Google Cloud Managed Lustre Hits 10 TB/s at Next '26, With New Dynamic Tier and KV-Cache Inference Boost

Overview

At Google Cloud Next 2026, Google and its storage partner DDN announced a sweeping set of upgrades to Google Cloud Managed Lustre, pushing single-instance throughput to 10 TB/s — a 10-fold increase over the prior year — while introducing a new low-cost Dynamic tier and demonstrating significant inference gains when the system is used as a shared KV-cache layer. The announcements, made on April 22, 2026, position cloud storage as a first-class performance variable in AI training and inference pipelines, not merely a passive repository.

What We Know

Throughput and Competitive Position

According to the Google Cloud Blog, Google Cloud Managed Lustre now delivers up to 10 TB/s of throughput for a single instance, powered by C4NX VMs and Hyperdisk Exapools. That figure is 4–20x higher than managed Lustre offerings from other hyperscalers for a single instance, and represents a 10x increase since last year’s baseline.

The service, built on DDN’s EXAScaler technology, also delivers checkpoint writes and restores 2.6x faster compared to other Google Cloud storage solutions, according to the Google Cloud Blog. For AI training teams where checkpoint frequency directly determines how much work is lost in a hardware fault, that improvement has material cost implications at scale.

Alex Bouzari, Co-founder and CEO of DataDirect Networks, framed the milestone as a competitive moment for the industry at large. “This is not just a product milestone – it’s a market-shaping moment,” Bouzari said, as quoted by StorageNewsletter. “We are delivering one of the fastest-growing, highest-performance managed Lustre services in the industry, purpose-built for the realities of modern AI at scale.”

Kirill Tropin, Group Product Manager at Google Cloud, attributed the gains to the depth of the DDN partnership. “This is what happens when deep infrastructure expertise meets cloud-scale innovation,” Tropin told StorageNewsletter. “Our partnership with DDN enables customers to run their most demanding AI workloads with the performance, scale, and simplicity they need – today and into the future.”

New Dynamic Tier

Alongside the throughput upgrade, Google introduced a new Dynamic tier priced at $0.06/GB-month, per the Google Cloud Blog. Unlike caching-based approaches, the Dynamic tier serves data from persistent disk, providing the low-latency performance required for intense AI workloads such as training runs and checkpointing. The offering is available as a single SKU with simple, predictable billing — a deliberate contrast to tiered pricing schemes that can generate unexpected costs under variable workloads.

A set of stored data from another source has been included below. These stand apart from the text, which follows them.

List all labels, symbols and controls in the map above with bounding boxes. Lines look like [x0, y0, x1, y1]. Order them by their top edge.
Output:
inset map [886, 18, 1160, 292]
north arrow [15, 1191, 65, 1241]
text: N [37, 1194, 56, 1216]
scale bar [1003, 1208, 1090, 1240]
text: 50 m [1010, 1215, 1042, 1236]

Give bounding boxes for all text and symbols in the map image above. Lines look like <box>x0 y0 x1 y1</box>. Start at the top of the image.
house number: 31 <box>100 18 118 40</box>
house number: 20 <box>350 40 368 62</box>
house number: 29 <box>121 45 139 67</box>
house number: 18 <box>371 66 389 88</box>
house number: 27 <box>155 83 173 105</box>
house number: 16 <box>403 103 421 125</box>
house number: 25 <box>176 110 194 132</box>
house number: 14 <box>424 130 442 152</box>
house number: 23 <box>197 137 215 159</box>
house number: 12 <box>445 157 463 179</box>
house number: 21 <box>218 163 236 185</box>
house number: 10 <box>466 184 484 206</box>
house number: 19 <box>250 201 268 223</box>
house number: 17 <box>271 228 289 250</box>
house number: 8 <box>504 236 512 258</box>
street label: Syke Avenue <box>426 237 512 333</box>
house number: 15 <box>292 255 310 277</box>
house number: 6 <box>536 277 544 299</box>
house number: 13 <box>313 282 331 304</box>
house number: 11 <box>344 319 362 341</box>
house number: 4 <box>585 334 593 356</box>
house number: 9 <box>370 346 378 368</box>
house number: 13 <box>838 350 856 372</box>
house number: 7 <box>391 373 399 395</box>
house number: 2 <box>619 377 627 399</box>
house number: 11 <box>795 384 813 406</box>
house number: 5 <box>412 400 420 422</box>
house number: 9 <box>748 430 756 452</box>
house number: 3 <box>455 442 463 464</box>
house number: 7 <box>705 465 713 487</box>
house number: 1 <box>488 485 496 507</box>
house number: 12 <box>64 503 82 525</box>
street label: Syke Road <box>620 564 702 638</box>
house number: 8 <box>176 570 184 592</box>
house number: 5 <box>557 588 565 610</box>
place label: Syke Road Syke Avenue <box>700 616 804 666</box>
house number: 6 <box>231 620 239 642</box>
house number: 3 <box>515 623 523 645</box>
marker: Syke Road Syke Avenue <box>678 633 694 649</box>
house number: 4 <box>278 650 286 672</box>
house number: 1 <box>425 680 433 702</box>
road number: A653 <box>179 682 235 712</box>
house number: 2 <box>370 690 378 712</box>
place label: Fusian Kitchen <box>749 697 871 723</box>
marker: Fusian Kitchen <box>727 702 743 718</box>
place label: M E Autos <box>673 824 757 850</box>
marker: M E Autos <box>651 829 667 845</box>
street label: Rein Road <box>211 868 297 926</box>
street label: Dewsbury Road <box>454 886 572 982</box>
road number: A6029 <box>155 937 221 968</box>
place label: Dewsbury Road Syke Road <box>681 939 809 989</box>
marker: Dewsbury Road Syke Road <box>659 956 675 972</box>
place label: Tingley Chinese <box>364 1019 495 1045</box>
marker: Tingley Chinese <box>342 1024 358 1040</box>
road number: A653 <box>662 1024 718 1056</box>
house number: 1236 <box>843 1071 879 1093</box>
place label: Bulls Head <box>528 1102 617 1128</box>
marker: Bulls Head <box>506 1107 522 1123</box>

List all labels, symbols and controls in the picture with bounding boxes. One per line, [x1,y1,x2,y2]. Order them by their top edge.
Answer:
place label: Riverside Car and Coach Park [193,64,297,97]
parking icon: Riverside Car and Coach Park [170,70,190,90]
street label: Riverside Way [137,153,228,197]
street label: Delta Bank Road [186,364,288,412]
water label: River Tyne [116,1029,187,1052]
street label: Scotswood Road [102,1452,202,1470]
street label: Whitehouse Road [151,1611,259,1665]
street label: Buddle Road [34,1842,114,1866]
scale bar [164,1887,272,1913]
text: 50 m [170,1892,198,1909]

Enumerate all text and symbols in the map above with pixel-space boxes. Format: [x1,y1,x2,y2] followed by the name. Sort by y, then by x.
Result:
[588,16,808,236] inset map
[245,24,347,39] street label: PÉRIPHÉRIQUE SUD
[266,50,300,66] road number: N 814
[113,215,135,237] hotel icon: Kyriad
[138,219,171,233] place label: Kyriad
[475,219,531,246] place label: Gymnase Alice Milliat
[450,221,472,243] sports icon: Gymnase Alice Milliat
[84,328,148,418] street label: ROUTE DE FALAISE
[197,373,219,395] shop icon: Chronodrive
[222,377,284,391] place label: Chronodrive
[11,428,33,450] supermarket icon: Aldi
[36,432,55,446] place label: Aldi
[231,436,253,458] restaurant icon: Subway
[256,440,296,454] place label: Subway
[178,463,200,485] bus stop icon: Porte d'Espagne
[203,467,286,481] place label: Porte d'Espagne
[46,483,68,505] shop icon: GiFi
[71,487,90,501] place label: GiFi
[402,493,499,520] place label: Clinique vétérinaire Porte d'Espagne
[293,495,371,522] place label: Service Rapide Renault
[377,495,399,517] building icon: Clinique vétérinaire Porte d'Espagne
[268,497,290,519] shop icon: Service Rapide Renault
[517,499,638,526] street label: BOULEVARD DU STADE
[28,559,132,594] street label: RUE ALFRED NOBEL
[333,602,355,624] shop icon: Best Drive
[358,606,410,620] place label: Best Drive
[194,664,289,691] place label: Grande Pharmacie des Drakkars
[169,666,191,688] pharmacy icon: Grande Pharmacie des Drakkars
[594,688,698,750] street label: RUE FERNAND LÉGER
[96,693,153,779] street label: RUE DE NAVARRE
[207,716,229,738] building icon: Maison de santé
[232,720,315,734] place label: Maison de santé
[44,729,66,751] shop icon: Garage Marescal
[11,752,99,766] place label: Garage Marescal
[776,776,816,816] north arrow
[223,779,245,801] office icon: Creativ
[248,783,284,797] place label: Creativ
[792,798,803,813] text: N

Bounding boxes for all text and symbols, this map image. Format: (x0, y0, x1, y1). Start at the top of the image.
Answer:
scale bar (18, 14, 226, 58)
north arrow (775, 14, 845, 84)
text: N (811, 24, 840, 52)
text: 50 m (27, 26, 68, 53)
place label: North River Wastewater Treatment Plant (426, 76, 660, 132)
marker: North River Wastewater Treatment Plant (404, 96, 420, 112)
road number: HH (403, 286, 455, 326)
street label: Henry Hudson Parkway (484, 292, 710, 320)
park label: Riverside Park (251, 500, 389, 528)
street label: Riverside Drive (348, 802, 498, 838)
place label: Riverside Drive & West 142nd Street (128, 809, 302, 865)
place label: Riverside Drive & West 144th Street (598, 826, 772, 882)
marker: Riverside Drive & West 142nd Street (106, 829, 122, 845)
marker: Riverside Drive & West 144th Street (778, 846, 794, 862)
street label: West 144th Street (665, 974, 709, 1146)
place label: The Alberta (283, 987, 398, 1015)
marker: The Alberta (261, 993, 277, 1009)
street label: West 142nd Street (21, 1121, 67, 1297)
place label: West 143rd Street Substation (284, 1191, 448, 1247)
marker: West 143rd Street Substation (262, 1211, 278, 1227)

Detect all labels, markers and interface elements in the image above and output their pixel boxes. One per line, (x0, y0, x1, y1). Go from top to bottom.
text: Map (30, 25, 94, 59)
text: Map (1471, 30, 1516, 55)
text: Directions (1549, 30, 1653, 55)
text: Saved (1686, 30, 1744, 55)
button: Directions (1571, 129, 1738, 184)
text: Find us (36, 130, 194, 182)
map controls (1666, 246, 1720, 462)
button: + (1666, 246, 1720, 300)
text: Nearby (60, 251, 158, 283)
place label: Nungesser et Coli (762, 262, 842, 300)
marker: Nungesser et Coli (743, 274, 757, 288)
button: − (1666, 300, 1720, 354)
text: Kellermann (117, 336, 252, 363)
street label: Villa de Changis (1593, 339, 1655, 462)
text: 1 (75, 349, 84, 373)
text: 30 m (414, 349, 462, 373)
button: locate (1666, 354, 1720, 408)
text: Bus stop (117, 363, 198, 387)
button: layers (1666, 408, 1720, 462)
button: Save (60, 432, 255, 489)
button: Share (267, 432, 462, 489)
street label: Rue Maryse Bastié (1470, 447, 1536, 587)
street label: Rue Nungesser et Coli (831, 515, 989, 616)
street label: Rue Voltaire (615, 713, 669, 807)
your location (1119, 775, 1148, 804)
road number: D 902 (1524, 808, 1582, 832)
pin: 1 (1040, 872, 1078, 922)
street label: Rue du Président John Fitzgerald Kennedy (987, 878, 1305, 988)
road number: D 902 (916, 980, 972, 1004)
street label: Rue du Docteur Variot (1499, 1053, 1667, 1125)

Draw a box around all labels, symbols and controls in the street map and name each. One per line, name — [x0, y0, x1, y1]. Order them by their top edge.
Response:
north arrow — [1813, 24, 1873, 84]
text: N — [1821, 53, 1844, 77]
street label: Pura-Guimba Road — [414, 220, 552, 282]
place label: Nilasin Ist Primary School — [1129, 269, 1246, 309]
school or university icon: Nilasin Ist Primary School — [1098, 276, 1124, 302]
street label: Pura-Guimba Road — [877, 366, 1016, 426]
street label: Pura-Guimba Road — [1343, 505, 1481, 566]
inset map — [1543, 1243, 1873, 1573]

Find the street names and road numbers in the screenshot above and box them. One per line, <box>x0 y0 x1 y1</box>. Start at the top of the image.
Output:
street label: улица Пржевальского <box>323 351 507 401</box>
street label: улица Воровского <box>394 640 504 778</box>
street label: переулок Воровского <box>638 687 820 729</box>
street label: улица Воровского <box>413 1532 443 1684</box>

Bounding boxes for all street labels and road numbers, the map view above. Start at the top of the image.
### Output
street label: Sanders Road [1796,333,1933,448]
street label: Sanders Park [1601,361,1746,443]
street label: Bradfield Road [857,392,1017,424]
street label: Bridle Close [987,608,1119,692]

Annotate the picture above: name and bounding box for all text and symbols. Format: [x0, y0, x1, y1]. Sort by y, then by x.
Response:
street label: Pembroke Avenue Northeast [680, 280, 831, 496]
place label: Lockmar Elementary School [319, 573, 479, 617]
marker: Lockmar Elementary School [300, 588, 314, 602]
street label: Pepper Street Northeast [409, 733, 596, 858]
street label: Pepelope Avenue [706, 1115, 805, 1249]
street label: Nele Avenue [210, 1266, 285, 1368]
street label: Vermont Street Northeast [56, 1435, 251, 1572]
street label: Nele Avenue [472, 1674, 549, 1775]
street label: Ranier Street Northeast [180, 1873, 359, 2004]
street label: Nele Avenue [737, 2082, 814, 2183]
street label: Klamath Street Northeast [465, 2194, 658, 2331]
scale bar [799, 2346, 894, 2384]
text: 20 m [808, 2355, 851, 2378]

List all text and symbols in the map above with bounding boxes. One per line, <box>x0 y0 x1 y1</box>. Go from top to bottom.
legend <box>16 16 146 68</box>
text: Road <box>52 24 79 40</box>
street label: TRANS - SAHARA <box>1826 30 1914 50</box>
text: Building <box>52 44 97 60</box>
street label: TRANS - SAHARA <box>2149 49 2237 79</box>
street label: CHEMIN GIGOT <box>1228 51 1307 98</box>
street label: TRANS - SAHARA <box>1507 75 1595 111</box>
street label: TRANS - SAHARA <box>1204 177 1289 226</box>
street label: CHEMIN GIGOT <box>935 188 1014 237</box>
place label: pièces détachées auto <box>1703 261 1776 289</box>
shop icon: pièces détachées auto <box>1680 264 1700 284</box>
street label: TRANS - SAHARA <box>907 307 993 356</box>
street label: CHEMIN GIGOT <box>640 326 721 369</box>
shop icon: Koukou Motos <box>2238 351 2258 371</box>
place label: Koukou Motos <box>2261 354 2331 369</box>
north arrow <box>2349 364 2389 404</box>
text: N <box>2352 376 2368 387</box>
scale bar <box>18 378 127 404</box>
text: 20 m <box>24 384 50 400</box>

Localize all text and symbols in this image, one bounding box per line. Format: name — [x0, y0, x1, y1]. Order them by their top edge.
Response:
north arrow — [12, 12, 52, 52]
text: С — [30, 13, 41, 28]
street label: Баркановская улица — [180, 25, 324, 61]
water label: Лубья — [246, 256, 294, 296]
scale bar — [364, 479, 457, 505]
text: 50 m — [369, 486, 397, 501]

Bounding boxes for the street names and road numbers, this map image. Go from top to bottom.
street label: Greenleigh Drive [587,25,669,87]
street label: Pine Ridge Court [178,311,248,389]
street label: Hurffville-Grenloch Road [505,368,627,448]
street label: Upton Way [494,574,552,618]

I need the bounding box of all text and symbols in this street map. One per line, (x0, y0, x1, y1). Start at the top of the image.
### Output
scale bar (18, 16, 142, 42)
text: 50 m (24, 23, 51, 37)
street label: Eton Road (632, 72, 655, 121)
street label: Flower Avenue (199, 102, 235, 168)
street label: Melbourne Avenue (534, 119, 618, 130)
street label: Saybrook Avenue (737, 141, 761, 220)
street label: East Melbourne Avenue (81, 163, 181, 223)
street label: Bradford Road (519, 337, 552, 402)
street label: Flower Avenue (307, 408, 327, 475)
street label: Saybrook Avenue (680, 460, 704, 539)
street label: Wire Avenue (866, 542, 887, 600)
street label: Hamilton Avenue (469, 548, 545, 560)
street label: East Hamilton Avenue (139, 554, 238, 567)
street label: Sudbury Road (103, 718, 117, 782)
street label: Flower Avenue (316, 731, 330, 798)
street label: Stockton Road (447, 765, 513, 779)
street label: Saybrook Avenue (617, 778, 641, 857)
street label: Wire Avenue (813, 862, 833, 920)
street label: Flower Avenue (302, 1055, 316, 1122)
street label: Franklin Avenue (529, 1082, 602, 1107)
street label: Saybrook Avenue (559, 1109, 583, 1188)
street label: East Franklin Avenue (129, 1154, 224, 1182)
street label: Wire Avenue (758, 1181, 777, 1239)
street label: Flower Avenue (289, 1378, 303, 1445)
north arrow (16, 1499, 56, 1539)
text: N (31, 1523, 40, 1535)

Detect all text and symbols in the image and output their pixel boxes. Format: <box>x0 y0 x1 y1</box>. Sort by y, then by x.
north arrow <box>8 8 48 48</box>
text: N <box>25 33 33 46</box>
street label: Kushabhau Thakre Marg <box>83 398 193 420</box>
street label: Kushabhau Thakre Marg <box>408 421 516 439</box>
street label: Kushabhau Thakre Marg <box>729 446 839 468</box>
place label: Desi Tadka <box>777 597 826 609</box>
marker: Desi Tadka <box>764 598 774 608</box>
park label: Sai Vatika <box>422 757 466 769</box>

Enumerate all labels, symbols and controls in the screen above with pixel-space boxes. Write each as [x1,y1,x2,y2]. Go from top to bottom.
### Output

One of the more technically novel announcements was the use of Managed Lustre as a shared KV-cache layer for AI inference. According to StorageNewsletter, this approach delivered a 75% improvement in total inference throughput and a greater than 40% reduction in mean time to first token versus host memory alone. SiliconANGLE reported the same figures, noting that joint customers have achieved 95% or more TPU utilization using this configuration.

The KV-cache use case moves Managed Lustre beyond its traditional role as a training-time filesystem and into the inference serving stack, where latency to first token is a primary quality metric for interactive AI applications.

Customer Results

Two customer examples were shared at the event. Motoi Kataoka, Senior Manager of AI & Data Analytics Platform at Sony Honda Mobility Inc., said the company scaled AI model training for its AFEELA Intelligent Drive system by 3x compared to other Google Cloud solutions after adopting Managed Lustre, as reported by StorageNewsletter.

Harmonic Inc. reported a 6x increase in GPU/TPU saturation after switching to Managed Lustre, according to SiliconANGLE.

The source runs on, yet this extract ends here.